§ **BRIEF**:
Find every line below with the word "ahead" in it, and copy each one.

━━━━━ DATASET ━━━━━

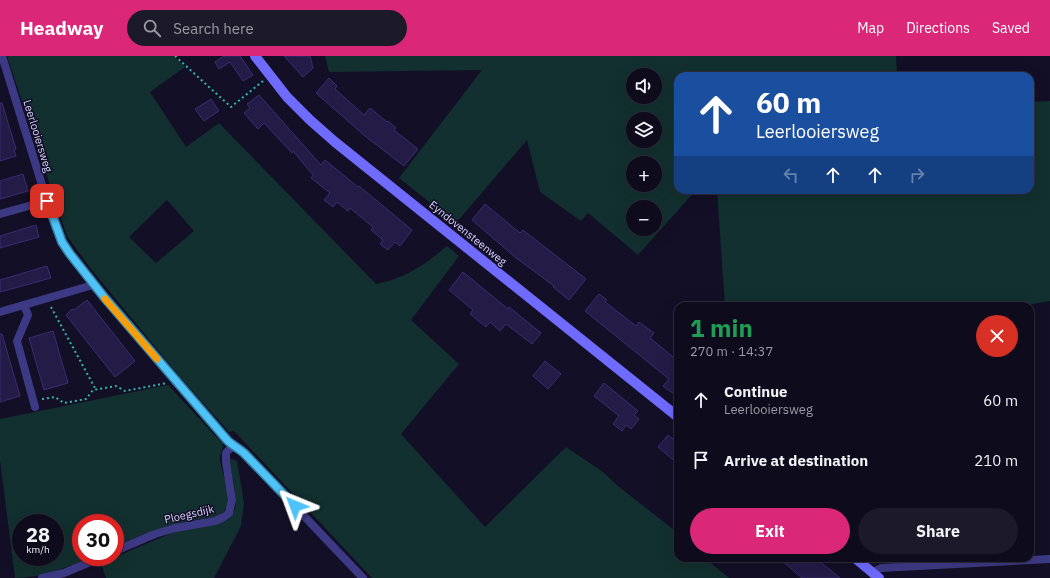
<!DOCTYPE html>
<meta charset="utf-8">
<style>
body{margin:0;font-family:"IBM Plex Sans",sans-serif;background:#1c1929;color:#f1f3f6;height:100vh;display:flex;flex-direction:column;font-size:15px;white-space:nowrap}
*{box-sizing:border-box;margin:0}
p{font-size:13px;color:#9b9ba3}
.icon{flex:none;width:22px;height:22px;fill:none;stroke:currentColor;stroke-width:2;stroke-linecap:round;stroke-linejoin:round}
.map{position:relative;flex:1;overflow:hidden}
.drawer{position:absolute;left:674px;top:246px;width:360px;height:260px;display:flex;flex-direction:column;background:#0e0b1c;border-radius:12px;box-shadow:0 4px 16px #0002,0 0 0 1px #2e2b3b}
.drawer>*{flex:none}
.hud{position:absolute;left:674px;top:16px;width:360px;height:122px;border-radius:12px;box-shadow:0 4px 16px #0002,0 0 0 1px #2e2b3b;background:#1a4fa0;color:#fff;overflow:hidden}
.fabs{position:absolute;left:626px;top:12px;display:grid;gap:8px}
.fabs a{display:grid;place-items:center;width:36px;height:36px;border-radius:50%;background:#0e0b1c;box-shadow:0 4px 16px #0002,0 0 0 1px #2e2b3b;font-size:20px}
.speed{position:absolute;left:12px;top:458px;display:flex;gap:8px;font-size:20px;font-weight:700;text-align:center}
.speed>*{display:grid;place-content:center;width:52px;height:52px;border-radius:50%;background:#0e0b1c;box-shadow:0 4px 16px #0002,0 0 0 1px #2e2b3b;line-height:1}
.speed small{font-size:10px;font-weight:400}
.speed .limit{border:6px solid #d22;background:#fff;color:#111}
.pin{position:absolute;display:grid;place-items:center;width:34px;height:34px;color:#fff;margin:-17px;border-radius:8px;box-shadow:0 2px 6px #0006}
.me{position:absolute;width:44px;margin:-22px;rotate:316deg;stroke-linejoin:round;filter:drop-shadow(0 0 3px #0008)}
.turn{display:flex;align-items:center;gap:14px;height:84px;padding:0 16px;font-size:18px}
.turn .icon{width:52px;height:52px;stroke-width:2.5}
.turn b{display:block;font-size:28px;line-height:34px}
.lanes{display:flex;align-items:center;height:38px;padding:0 16px;background:#0003;justify-content:center;gap:20px;direction:ltr}
.lanes .off{opacity:.35}
.round{display:grid;place-items:center;flex:none;width:42px;height:42px;border-radius:21px;background:#1c1929}
.headline{display:flex;align-items:center;justify-content:space-between;height:68px;padding:0 16px}
h1{font-size:24px;font-weight:800;line-height:30px;color:#1e9e55}
.button{display:flex;gap:8px;margin-top:auto;padding:8px 16px}
.button a{flex:1;height:46px;border-radius:24px;background:#db2777;color:#fff;font-size:16px;font-weight:800;line-height:46px;text-align:center}
.button a+a{background:#1c1929;color:#f1f3f6}
ul{padding:0;list-style:none}
li{display:flex;align-items:center;gap:12px;height:60px;padding:0 16px}
li div{flex:1}
li b{display:block;font-size:15px}
li em{font-style:normal}
header{display:flex;align-items:center;gap:24px;box-sizing:border-box;height:56px;padding:0 20px;background:#db2777;color:#fff}
header strong{font-size:19px}
nav{display:flex;gap:22px;margin-inline-start:auto;font-size:14px}
.search{width:280px;height:36px;background:#1c1929;display:flex;align-items:center;gap:10px;box-sizing:border-box;padding:0 14px;border-radius:22px;color:#9b9ba3;font-size:15px}
.map>svg:first-child{display:block}
.green{fill:#12302f;fill-rule:evenodd}
.building{fill:#241b47;stroke:#3b2d73}
.lines{fill:none;stroke-linecap:round;stroke-linejoin:round}
.path{stroke:#2fb8b0;stroke-width:2;stroke-dasharray:2 3;stroke-linecap:butt}
.street{stroke:#3d3a85;stroke-width:8}
.secondary{stroke:#6f6bff;stroke-width:10}
.route-casing{stroke:#337fa1;stroke-width:10}
.route{stroke:#4fc3f7;stroke-width:7}
.slow{stroke:#f59e0b;stroke-width:7}
.labels{text-anchor:middle;dominant-baseline:central;stroke-width:3;stroke-linejoin:round;paint-order:stroke}
.street-label{font-size:11px;fill:#d9d4ff;stroke:#130f26}
</style>
<header>
<strong>Headway</strong>
<div class="search"><svg class="icon" aria-label="search" viewBox="0 0 24 24"><circle cx="10" cy="10" r="6"/><path d="M15 15l6 6"/></svg>Search here</div>
<nav><a>Map</a><a>Directions</a><a>Saved</a></nav>
</header>
<div class="map">
<svg width="1050" height="522" viewBox="0 0 1050 522">
<rect width="100%" height="100%" fill="#130f26"/>
<!-- green -->
<g class="green">
<path d="M7,0H173L185,11L150,36L186,91L219,67L376,228C404,223 426,208 447,190L459,200L411,264L459,308L401,378L485,471L566,391L603,416L618,430L678,477V502H705L729,522H372L234,375L229,376L180,321L91,213L67,180ZM167,144L194,175L156,207L129,181Z"/>
<path d="M325,0H896L897,20H678V134H696L638,199L588,157L581,165L540,136L527,84L456,167L399,122L482,14L329,16ZM633,19H655V41H633ZM633,63H655V85H633ZM633,107H655V129H633ZM633,151H655V173H633Z"/>
<path d="M1050,45V245L1021,250H725L717,134H1030V46Z"/>
<path d="M168,329L223,388C223,393 220,398 220,403C221,418 233,436 226,452C224,458 215,461 209,462C174,466 146,476 115,491V467H81V501H92C67,511 42,522 15,522L0,404V363ZM21,467H55V501H21Z"/>
<path d="M229,402L237,405L244,447L241,470L214,522H106L101,507L174,476L226,465C230,462 233,458 235,453C238,442 231,414 229,402Z"/>
</g>
<!-- building -->
<g class="building">
<path d="M224,0H240L253,19L243,25L230,6L219,13L215,6Z"/>
<path d="M284,0H310L313,12L303,21Z"/>
<path d="M329,22L337,30L335,33L364,59L370,52L387,66L388,65L396,72L394,74L418,93L404,110L365,80L316,37Z"/>
<path d="M259,39L321,109L325,104L358,131L359,130L412,174L400,190L395,186L388,194L380,188L383,184L371,174L373,171L350,152L348,155L337,146L333,151L324,144L330,137L311,122L313,119L293,95L292,97L264,67L258,73L244,57L250,52L247,48Z"/>
<path d="M211,43L219,55L204,65L195,53Z"/>
<path d="M0,47H2L16,93L14,94L16,100L0,105Z"/>
<path d="M23,118L28,135L0,143V125Z"/>
<path d="M485,148L520,177L523,174L586,223L569,244L553,231L554,230L515,201L472,164Z"/>
<path d="M36,169L39,181L0,192V180Z"/>
<path d="M47,210L51,222L0,236V224Z"/>
<path d="M463,216L508,253L509,251L541,277L532,288L506,268L500,275L490,266L486,271L470,258L473,254L449,234Z"/>
<path d="M599,238L607,244L605,246L636,270L639,266L654,277L650,282L678,305V341L663,330L669,323L585,255Z"/>
<path d="M87,244L135,305L115,321L66,259L72,253L74,254Z"/>
<path d="M53,275L68,327L44,334L29,282Z"/>
<path d="M0,278H2L20,340L0,346Z"/>
<path d="M545,305L561,318L548,333L533,320Z"/>
<path d="M604,327L638,355L634,359L639,363L631,373L626,369L622,375L613,368L619,360L594,340Z"/>
<path d="M668,379L678,387V408L658,391Z"/>
<path d="M779,502H815L840,522H802Z"/>
</g>
<g class="lines">
<!-- path -->
<g class="path">
<path d="M175,0L231,51L263,25"/>
<path d="M51,251L96,334"/>
<path d="M42,343L55,341L64,347L86,343L93,334L116,330L125,335L167,327"/>
</g>
<!-- street -->
<g class="street">
<path d="M2,0L47,145L62,186L93,229L227,384L234,391"/>
<path d="M0,158L47,145"/>
<path d="M24,249L28,259L17,285L35,351"/>
<path d="M0,256L93,229"/>
<path d="M115,495L155,478L175,472L215,465L224,461L229,457L232,444L226,406V397C232,389 236,389 244,397L363,522"/>
<path d="M873,516L881,512L1050,503"/>
<path d="M42,522L64,517L102,501"/>
</g>
<!-- secondary -->
<g class="secondary">
<path d="M255,0L287,41L310,64L335,86L678,361"/>
<path d="M855,502L879,522"/>
</g>
</g>
<g class="lines">
<defs>
<path id="route" d="M47,145L62,186L70,198L104,241L227,384C232,389 238,392 244,397L295,450"/>
</defs>
<!-- route casing -->
<use href="#route" class="route-casing"/>
<!-- route -->
<use href="#route" class="route"/>
<!-- slow -->
<path class="slow" d="M105,243L157,303"/>
</g>
<g class="labels">
<!-- street labels -->
<g class="street-label">
<text transform="translate(38 80) rotate(73)">Leerlooiersweg</text>
<text transform="translate(468 177) rotate(39)">Eyndovensteenweg</text>
<text transform="translate(189 458) rotate(-13)">Ploegsdijk</text>
</g>
</g>
</svg>
<div class="fabs">
<a><svg class="icon" aria-label="sound" viewBox="0 0 24 24"><path d="M4 9h4l5-4v14l-5-4H4zM17 9q2 3 0 6"/></svg></a>
<a><svg class="icon" aria-label="layers" viewBox="0 0 24 24"><path d="M12 4l9 5-9 5-9-5zM3 14l9 5 9-5"/></svg></a>
<a>+</a>
<a>−</a>
</div>
<div class="speed"><div>28<small>km/h</small></div><div class="limit">30</div></div>
<div class="pin" style="left:47px;top:145px;background:#d93025"><svg class="icon" aria-label="arrive" viewBox="0 0 24 24"><path d="M6 21V4h12l-3 4 3 4H6"/></svg></div>
<svg class="me" style="left:295px;top:450px" viewBox="-20 -20 40 40"><path d="M0-17L14 15 0 8-14 15z" fill="#4fc3f7" stroke="#fff" stroke-width="4"/></svg>
<div class="hud">
<div class="turn"><svg class="icon" aria-label="ahead" viewBox="0 0 24 24"><path d="M12 20V5M6 11l6-6 6 6"/></svg><div><b>60 m</b>Leerlooiersweg</div></div>
<div class="lanes"><svg class="icon off" aria-label="left" viewBox="0 0 24 24"><path d="M17 20v-9H6M10 6l-5 5 5 5"/></svg><svg class="icon" aria-label="ahead" viewBox="0 0 24 24"><path d="M12 20V5M6 11l6-6 6 6"/></svg><svg class="icon" aria-label="ahead" viewBox="0 0 24 24"><path d="M12 20V5M6 11l6-6 6 6"/></svg><svg class="icon off" aria-label="right" viewBox="0 0 24 24"><path d="M7 20v-9h11M14 6l5 5-5 5"/></svg></div>
</div>
<section class="drawer">
<div class="headline"><div><h1>1 min</h1><p>270 m · 14:37</p></div><a class="round" style="background:#d93025;color:#fff"><svg class="icon" aria-label="close" viewBox="0 0 24 24"><path d="M6 6l12 12M18 6L6 18"/></svg></a></div>
<ul>
<li><svg class="icon" aria-label="ahead" viewBox="0 0 24 24"><path d="M12 20V5M6 11l6-6 6 6"/></svg><div><b>Continue</b><p>Leerlooiersweg</p></div><em>60 m</em></li>
<li><svg class="icon" aria-label="arrive" viewBox="0 0 24 24"><path d="M6 21V4h12l-3 4 3 4H6"/></svg><div><b>Arrive at destination</b></div><em>210 m</em></li>
</ul>
<div class="button"><a>Exit</a><a>Share</a></div>
</section>
</div>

━━━━━

§ **RESULT OF THE TASK**:
<div class="turn"><svg class="icon" aria-label="ahead" viewBox="0 0 24 24"><path d="M12 20V5M6 11l6-6 6 6"/></svg><div><b>60 m</b>Leerlooiersweg</div></div>
<div class="lanes"><svg class="icon off" aria-label="left" viewBox="0 0 24 24"><path d="M17 20v-9H6M10 6l-5 5 5 5"/></svg><svg class="icon" aria-label="ahead" viewBox="0 0 24 24"><path d="M12 20V5M6 11l6-6 6 6"/></svg><svg class="icon" aria-label="ahead" viewBox="0 0 24 24"><path d="M12 20V5M6 11l6-6 6 6"/></svg><svg class="icon off" aria-label="right" viewBox="0 0 24 24"><path d="M7 20v-9h11M14 6l5 5-5 5"/></svg></div>
<li><svg class="icon" aria-label="ahead" viewBox="0 0 24 24"><path d="M12 20V5M6 11l6-6 6 6"/></svg><div><b>Continue</b><p>Leerlooiersweg</p></div><em>60 m</em></li>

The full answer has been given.